▶ [HOW TO COMPLETE THIS TASK]: Which lines of the entries hold the string "wash"? Copy each one.

[Collected data]
▬▬▬

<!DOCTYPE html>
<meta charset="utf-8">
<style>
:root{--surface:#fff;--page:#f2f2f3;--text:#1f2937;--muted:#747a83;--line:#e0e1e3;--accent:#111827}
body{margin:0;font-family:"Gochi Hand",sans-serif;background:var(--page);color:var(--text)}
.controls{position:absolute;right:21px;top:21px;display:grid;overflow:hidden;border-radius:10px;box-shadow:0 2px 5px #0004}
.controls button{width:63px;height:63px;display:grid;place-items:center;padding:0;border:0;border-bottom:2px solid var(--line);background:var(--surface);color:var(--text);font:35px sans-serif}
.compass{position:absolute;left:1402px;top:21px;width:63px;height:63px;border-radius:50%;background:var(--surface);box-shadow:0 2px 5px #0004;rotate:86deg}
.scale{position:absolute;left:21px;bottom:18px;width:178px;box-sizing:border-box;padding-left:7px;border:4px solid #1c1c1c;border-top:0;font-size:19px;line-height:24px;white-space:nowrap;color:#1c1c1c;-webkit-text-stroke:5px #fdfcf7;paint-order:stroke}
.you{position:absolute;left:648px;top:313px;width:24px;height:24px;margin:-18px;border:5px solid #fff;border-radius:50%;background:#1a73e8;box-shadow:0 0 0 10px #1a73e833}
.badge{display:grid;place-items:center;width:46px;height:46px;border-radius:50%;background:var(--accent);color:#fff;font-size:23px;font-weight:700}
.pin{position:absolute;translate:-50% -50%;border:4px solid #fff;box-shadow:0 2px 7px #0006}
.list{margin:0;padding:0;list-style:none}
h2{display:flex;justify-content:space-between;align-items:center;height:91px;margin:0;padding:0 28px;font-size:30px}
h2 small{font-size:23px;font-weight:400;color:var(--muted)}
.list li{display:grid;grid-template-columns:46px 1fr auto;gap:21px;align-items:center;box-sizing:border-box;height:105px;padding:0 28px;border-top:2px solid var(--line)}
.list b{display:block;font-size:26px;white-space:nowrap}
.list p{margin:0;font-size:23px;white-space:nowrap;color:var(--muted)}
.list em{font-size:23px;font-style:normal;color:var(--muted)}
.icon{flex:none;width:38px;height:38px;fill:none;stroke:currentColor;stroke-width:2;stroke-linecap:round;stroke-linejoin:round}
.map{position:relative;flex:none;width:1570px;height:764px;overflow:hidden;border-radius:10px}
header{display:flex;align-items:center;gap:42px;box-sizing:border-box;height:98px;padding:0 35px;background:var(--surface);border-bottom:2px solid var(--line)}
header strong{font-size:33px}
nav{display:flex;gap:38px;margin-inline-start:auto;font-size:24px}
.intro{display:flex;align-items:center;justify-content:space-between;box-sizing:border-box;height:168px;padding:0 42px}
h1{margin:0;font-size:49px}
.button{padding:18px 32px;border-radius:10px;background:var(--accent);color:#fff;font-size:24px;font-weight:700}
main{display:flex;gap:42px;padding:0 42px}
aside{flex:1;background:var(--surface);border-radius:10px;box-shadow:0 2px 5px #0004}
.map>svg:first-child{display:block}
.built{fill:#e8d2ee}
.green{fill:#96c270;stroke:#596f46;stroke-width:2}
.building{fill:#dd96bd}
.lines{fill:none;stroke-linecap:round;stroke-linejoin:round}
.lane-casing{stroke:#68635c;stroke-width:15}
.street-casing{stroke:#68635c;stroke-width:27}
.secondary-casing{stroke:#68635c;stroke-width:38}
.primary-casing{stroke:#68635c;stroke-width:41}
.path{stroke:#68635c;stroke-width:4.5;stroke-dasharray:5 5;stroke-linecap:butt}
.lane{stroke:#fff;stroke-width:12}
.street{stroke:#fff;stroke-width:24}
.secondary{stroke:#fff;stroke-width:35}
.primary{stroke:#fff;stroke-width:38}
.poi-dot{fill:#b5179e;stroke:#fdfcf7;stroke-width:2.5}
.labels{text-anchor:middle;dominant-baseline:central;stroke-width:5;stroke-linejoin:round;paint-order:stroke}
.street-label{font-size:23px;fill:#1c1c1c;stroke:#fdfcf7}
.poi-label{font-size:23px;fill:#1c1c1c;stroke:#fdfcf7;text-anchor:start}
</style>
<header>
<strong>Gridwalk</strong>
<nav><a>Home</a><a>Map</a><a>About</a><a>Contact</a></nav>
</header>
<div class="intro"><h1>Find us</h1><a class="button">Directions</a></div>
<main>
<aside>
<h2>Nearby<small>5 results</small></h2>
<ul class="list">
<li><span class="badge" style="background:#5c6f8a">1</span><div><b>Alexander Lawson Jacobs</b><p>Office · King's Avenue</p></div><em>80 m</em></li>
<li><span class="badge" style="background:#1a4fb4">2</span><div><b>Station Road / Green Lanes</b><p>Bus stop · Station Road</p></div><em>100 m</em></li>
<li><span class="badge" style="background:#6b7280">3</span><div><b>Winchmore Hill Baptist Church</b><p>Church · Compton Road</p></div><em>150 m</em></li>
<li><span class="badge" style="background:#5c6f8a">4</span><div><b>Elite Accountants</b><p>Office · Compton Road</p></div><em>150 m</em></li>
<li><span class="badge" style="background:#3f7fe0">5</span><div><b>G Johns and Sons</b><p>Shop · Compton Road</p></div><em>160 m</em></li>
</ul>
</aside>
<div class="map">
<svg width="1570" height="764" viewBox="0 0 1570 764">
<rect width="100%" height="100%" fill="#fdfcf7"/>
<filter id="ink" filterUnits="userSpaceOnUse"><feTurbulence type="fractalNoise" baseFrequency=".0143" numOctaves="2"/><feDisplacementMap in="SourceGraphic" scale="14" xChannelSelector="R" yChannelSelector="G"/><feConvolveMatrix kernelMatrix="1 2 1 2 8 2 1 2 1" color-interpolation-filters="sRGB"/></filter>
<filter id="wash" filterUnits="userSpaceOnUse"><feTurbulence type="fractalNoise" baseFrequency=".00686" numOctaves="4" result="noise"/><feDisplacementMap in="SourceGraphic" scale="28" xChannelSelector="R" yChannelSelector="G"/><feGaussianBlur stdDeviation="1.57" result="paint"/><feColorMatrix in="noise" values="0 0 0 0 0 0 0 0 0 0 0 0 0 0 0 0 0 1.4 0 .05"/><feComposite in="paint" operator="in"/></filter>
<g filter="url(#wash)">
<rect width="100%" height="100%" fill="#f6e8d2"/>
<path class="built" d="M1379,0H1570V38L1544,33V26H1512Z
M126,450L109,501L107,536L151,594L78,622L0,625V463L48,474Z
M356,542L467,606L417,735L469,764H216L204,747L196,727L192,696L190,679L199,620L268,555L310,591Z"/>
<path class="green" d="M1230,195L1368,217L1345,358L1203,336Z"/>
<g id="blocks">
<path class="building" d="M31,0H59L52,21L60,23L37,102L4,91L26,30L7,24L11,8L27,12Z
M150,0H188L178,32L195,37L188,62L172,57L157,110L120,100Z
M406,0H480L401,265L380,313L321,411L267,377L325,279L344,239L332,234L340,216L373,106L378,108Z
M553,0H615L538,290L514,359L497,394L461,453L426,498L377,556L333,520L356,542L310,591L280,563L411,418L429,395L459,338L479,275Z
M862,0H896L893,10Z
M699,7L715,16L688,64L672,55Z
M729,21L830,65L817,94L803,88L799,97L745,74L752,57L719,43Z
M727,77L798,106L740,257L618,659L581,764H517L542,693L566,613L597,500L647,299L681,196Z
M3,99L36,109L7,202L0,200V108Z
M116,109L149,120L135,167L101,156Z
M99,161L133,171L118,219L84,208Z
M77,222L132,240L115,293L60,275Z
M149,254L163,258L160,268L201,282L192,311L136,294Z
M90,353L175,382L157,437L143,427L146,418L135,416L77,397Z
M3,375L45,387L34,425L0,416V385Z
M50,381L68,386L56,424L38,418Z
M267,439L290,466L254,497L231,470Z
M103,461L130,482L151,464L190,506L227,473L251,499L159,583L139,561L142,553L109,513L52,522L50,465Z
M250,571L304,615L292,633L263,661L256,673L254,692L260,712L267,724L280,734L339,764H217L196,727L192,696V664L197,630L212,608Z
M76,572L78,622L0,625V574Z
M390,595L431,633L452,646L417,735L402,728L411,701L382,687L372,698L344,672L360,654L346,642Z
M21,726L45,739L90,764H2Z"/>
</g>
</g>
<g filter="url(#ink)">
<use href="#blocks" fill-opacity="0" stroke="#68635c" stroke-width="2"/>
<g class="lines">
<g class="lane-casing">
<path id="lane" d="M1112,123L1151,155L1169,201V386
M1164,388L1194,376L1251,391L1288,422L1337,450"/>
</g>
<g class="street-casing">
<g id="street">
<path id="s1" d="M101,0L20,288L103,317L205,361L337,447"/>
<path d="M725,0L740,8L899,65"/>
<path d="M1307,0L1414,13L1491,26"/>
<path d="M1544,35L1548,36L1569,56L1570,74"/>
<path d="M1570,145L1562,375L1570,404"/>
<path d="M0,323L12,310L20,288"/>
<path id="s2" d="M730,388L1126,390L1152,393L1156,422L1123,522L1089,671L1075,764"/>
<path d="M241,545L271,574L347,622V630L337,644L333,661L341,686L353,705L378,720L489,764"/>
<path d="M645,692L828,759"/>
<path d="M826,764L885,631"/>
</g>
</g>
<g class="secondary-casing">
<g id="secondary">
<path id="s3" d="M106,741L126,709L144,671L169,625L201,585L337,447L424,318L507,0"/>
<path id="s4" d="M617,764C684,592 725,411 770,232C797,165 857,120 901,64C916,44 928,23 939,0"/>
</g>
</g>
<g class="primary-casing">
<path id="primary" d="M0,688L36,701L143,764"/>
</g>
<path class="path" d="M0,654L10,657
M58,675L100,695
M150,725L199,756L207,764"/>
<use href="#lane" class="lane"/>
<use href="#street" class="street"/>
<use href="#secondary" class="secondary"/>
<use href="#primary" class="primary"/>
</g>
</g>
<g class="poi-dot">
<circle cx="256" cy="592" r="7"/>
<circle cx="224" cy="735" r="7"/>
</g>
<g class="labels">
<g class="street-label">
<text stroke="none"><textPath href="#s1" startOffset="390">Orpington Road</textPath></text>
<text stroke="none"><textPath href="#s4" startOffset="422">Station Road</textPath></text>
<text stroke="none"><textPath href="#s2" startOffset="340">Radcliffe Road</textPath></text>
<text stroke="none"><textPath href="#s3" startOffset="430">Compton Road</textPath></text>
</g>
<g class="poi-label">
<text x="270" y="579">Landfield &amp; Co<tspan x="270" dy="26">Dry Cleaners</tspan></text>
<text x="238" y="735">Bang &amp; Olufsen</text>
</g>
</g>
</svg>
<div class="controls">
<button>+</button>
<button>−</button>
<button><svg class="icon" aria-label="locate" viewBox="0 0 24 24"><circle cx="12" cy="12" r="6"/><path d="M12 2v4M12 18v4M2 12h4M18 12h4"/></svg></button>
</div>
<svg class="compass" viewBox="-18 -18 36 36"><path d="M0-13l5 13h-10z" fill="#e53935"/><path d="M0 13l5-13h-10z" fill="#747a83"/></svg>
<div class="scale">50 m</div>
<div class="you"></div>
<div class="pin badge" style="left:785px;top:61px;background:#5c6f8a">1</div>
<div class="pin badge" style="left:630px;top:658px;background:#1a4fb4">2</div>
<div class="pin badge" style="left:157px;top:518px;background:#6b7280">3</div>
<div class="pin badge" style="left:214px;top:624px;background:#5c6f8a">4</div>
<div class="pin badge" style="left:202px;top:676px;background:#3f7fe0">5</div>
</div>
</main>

▬▬▬

▶ [OUTPUT OF THE EXERCISE]:
<filter id="wash" filterUnits="userSpaceOnUse"><feTurbulence type="fractalNoise" baseFrequency=".00686" numOctaves="4" result="noise"/><feDisplacementMap in="SourceGraphic" scale="28" xChannelSelector="R" yChannelSelector="G"/><feGaussianBlur stdDeviation="1.57" result="paint"/><feColorMatrix in="noise" values="0 0 0 0 0 0 0 0 0 0 0 0 0 0 0 0 0 1.4 0 .05"/><feComposite in="paint" operator="in"/></filter>
<g filter="url(#wash)">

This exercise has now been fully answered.